Watch the log output from the containers to confirm that the scripts are running (the name of the scripts is output in the console out) and that there are no stack traces or other unexpected errors. When the system is fully up and running, browse to the GUI and check to see if the credential has been installed. I think you’ll be pleasantly surprised!

Testing our changes

We should in theory be able to test our changes by creating a tiny little job that just clones a repo. Follow me and we’ll give it a run for it’s money:

  • Browse to http://localhost:8080
  • Click New Item in the top left
  • Name it what you like, select freestyle project, and click OK. This will drop you at the configuration screen.
  • Under Source Code Management, select Git
  • For the Repository URL enter: git@github.com:technolo-g/modern-jenkins.git
  • For the Credentials choose GitHub Machine User SSH Creds Git Config
  • Scroll down to Build and add a shell step
  • Within the shell step type echo "INFO: dir contents are" && ls Shell Step
  • Save the job and run it
  • The job should be able to clone the repo and list the directory contents. If this is not the case, you must debug what is happening here and try to get it working again. It is critical that the changes we make in each part are working as expected. Console Out

Congratulations! You have just performed your first and certainly not last programmatic configuration of Jenkins! Give yourself a pat on the back because that was no easy feat.

Commit, Push, PR

Take extra care when pushing branches that are supposed to have encrypted secrets. Sometimes accidents happen and you want to know about them immediately. Since we have added a bunch of secrets in this branch, pay attention to make sure that all of them are encrypted and none are plaintext.

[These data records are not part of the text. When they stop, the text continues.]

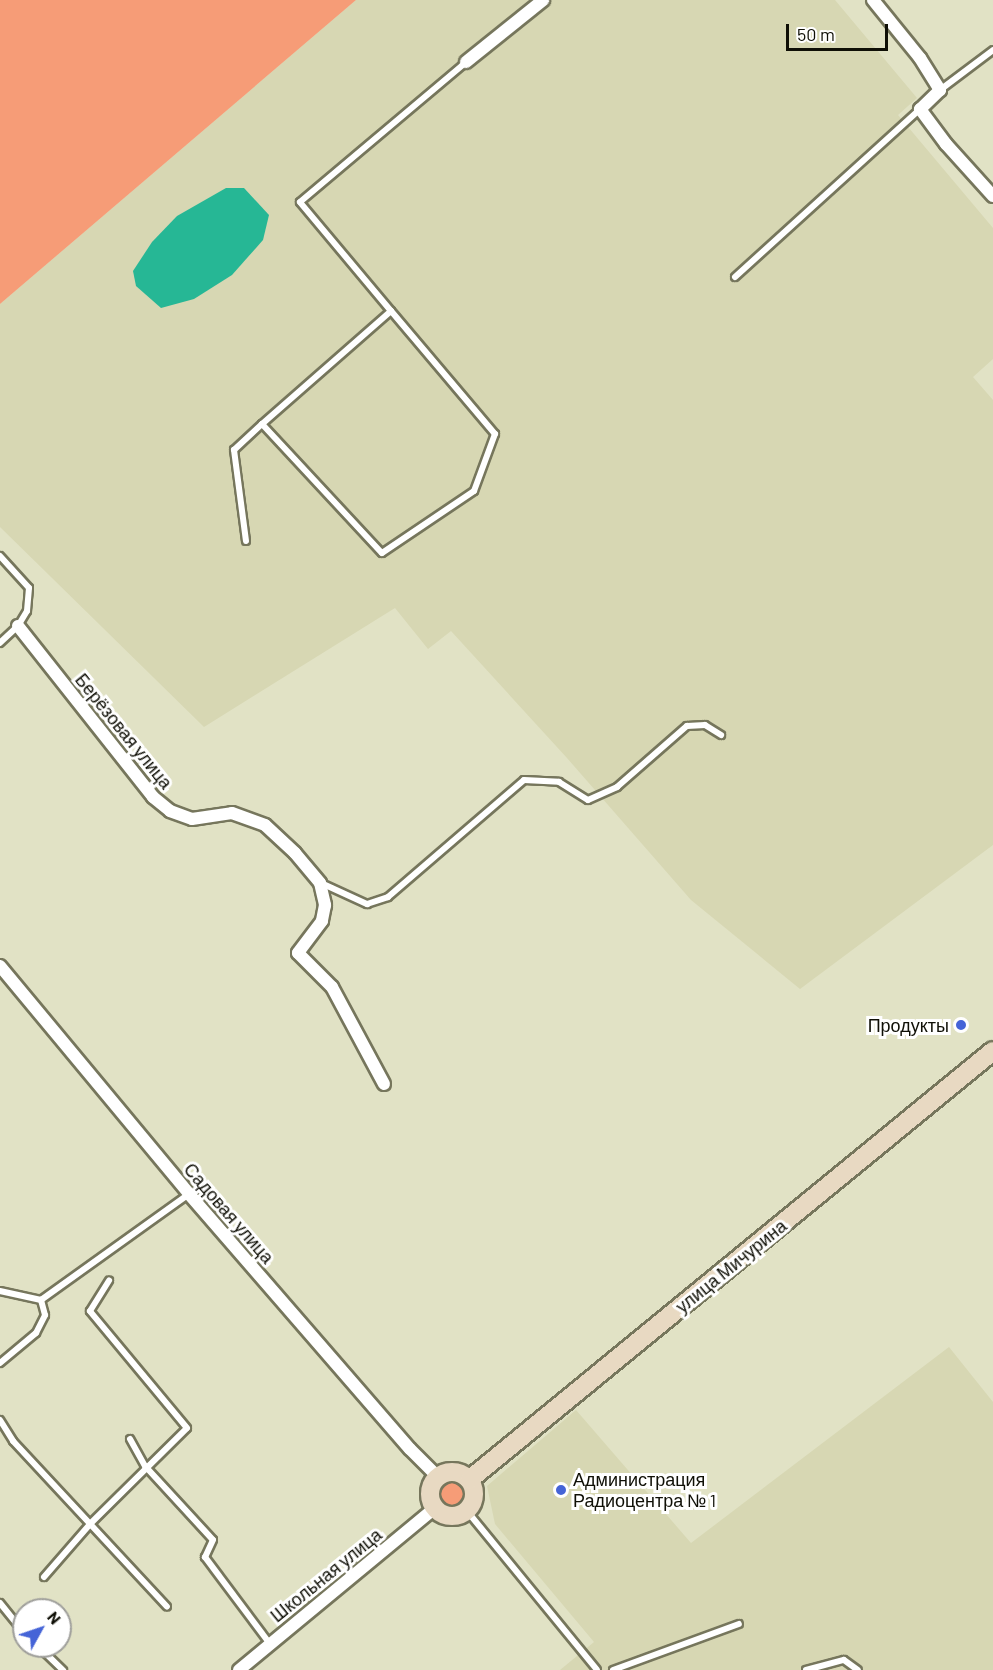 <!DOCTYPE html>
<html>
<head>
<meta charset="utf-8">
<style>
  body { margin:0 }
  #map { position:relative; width:993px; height:1670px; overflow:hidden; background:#e1e2c5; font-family:Barlow,sans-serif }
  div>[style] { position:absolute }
  .built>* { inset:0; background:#d7d7b3 }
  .green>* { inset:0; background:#f69c77 }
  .round { border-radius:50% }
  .water>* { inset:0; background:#26b795 }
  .roads { filter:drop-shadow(2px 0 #76765c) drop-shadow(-2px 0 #76765c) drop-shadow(0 2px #76765c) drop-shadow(0 -2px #76765c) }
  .lane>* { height:6px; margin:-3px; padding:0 3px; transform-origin:3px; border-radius:3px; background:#fff }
  .street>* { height:12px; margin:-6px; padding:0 6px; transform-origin:6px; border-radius:6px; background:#fff }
  .secondary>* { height:18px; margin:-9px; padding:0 9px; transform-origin:9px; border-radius:9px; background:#e8d9c2 }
  .secondary>.ring { margin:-9px; padding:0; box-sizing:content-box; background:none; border:18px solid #e8d9c2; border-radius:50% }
  .dots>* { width:16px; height:16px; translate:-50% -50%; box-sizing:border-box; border:3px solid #fff; border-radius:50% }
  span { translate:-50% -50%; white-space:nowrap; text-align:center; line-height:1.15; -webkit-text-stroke:6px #fff; paint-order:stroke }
  .street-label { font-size:18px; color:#0f0f06 }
  .poi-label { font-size:18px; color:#0f0f06 }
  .right { translate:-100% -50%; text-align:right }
  .left { translate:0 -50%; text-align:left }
  .north { position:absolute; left:12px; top:1598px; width:60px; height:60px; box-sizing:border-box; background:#fff; border:2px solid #9f9f9b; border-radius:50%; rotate:50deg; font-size:16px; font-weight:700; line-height:24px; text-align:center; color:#0f0f06 }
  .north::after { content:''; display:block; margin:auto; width:21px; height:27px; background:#4564d7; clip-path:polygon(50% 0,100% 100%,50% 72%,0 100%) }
  .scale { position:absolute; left:786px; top:24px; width:102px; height:27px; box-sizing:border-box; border:3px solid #0f0f06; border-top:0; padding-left:8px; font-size:18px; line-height:21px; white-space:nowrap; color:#0f0f06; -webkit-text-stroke:4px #fff; paint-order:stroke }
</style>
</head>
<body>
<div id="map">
  <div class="built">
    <i style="clip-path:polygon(356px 0,835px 0,917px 98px,898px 115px,993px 228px,993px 359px,973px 377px,993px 400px,993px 845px,800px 989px,691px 900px,567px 758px,451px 631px,428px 649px,395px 608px,204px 727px,0 527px,0 304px)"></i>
    <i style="clip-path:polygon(949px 1347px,993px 1402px,993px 1670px,560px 1670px,594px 1642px,495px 1524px,487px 1486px,576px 1410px,691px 1543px)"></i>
  </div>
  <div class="green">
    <i style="clip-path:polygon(0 0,356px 0,0 304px)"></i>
    <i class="round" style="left:439px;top:1481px;width:26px;height:26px"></i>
  </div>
  <div class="water">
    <i style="clip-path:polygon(226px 188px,244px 188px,269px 215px,263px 240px,232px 275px,194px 299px,161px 308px,136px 286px,133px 271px,152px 242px,177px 216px)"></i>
  </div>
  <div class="roads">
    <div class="lane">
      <i style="left:940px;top:90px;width:66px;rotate:-37deg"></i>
      <i style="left:735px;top:277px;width:250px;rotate:-42.2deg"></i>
      <i style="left:391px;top:311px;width:171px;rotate:138.8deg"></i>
      <i style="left:262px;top:424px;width:176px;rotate:47.1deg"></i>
      <i style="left:382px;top:553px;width:111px;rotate:-34deg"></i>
      <i style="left:474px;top:491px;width:61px;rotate:-69.8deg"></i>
      <i style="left:495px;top:434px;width:161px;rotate:-130.2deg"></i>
      <i style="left:391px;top:311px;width:142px;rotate:-129.9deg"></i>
      <i style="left:300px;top:202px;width:217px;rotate:-40.1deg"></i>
      <i style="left:246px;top:541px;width:92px;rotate:-97.5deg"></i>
      <i style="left:234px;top:450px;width:38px;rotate:-43deg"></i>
      <i style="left:0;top:556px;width:43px;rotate:47.8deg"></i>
      <i style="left:29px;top:588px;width:23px;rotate:95deg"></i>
      <i style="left:27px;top:611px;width:17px;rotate:121deg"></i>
      <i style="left:18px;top:626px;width:25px;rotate:137deg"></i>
      <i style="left:321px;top:883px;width:51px;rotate:24.5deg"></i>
      <i style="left:367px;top:904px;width:22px;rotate:-18deg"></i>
      <i style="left:388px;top:897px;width:179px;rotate:-40.7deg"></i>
      <i style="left:524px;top:780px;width:35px;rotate:3deg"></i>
      <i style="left:559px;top:782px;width:34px;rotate:32deg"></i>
      <i style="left:588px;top:800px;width:32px;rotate:-24deg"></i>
      <i style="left:617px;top:787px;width:93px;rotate:-41.1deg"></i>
      <i style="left:687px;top:726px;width:18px;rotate:-3deg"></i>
      <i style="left:705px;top:725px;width:19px;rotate:32deg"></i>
      <i style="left:0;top:1291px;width:42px;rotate:12.4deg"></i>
      <i style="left:41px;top:1300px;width:182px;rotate:-35.6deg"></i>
      <i style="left:0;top:1363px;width:47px;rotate:-39.8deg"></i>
      <i style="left:36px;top:1333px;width:20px;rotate:-63deg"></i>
      <i style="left:45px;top:1315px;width:16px;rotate:-105deg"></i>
      <i style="left:0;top:1420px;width:25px;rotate:58deg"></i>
      <i style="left:13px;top:1441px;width:226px;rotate:47.1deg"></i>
      <i style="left:130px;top:1439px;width:31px;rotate:61deg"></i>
      <i style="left:145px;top:1466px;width:100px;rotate:47.4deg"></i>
      <i style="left:213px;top:1540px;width:19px;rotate:115deg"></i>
      <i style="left:205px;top:1557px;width:109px;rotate:53.2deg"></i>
      <i style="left:467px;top:1511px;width:205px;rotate:50.7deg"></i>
      <i style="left:44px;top:1577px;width:70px;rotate:-49deg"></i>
      <i style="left:90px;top:1524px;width:136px;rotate:-44.7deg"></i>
      <i style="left:187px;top:1428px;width:152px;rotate:-129.7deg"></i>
      <i style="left:90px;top:1311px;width:36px;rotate:-58deg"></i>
      <i style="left:0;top:1603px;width:38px;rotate:51deg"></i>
      <i style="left:38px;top:1646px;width:35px;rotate:44deg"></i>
      <i style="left:613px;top:1670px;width:134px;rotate:-20.1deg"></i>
      <i style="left:806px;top:1670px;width:39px;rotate:-15deg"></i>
      <i style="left:844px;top:1660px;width:17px;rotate:36deg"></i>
    </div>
    <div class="street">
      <i style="left:873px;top:0;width:75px;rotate:51deg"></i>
      <i style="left:920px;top:58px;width:38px;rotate:58deg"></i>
      <i style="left:940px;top:90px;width:28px;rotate:136deg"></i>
      <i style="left:920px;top:109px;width:44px;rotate:53.4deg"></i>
      <i style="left:946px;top:144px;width:70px;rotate:47.9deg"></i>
      <i style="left:466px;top:62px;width:99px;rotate:-38.8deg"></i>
      <i style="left:18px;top:626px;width:218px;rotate:51.7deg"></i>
      <i style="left:153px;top:797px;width:22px;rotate:39deg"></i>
      <i style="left:170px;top:811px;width:23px;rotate:20deg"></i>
      <i style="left:192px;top:819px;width:40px;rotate:-8.5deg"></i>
      <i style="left:232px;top:813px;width:35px;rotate:20deg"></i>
      <i style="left:265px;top:825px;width:41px;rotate:43deg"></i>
      <i style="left:295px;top:853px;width:39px;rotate:50deg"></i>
      <i style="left:320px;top:883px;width:23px;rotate:77deg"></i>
      <i style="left:325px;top:905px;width:16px;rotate:101deg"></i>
      <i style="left:322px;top:921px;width:40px;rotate:127deg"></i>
      <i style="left:298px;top:953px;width:48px;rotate:45deg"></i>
      <i style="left:332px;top:987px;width:110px;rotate:61.8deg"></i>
      <i style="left:0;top:966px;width:296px;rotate:50.3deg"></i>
      <i style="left:189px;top:1194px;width:337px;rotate:49.1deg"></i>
      <i style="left:410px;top:1449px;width:40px;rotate:45deg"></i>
      <i style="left:239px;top:1670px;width:254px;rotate:-39.6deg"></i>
    </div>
    <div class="secondary">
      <i class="ring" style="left:430px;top:1472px;width:26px;height:26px"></i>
      <i style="left:469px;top:1480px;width:677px;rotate:-39.31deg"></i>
    </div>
  </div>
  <div class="dots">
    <i style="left:961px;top:1025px;background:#4564d7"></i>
    <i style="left:561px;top:1490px;background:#4564d7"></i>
  </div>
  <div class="street-label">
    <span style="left:124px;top:731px;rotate:51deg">Берёзовая улица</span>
    <span style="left:229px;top:1213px;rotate:49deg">Садовая улица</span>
    <span style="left:731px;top:1266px;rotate:-39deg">улица Мичурина</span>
    <span style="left:326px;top:1575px;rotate:-39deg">Школьная улица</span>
  </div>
  <div class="poi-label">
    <span class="right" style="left:949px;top:1025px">Продукты</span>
    <span class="left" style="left:573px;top:1490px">Администрация<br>Радиоцентра № 1</span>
  </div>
  <div class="north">N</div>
  <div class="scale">50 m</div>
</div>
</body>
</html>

If you got wicked stuck (or even a little bit off track), take a look here to see the repo’s state at the end of this post. https://github.com/technolo-g/modern-jenkins/tree/unit3-part4

Well, we can definitely run a job now so that’s good news. The bad news is that we created it by hand (yuck!). The next installment will introduce you to a way that eliminates use of the GUI for creating jobs. I personally think it has completely changed the way CI systems are built and I would never hand create a job EVER now.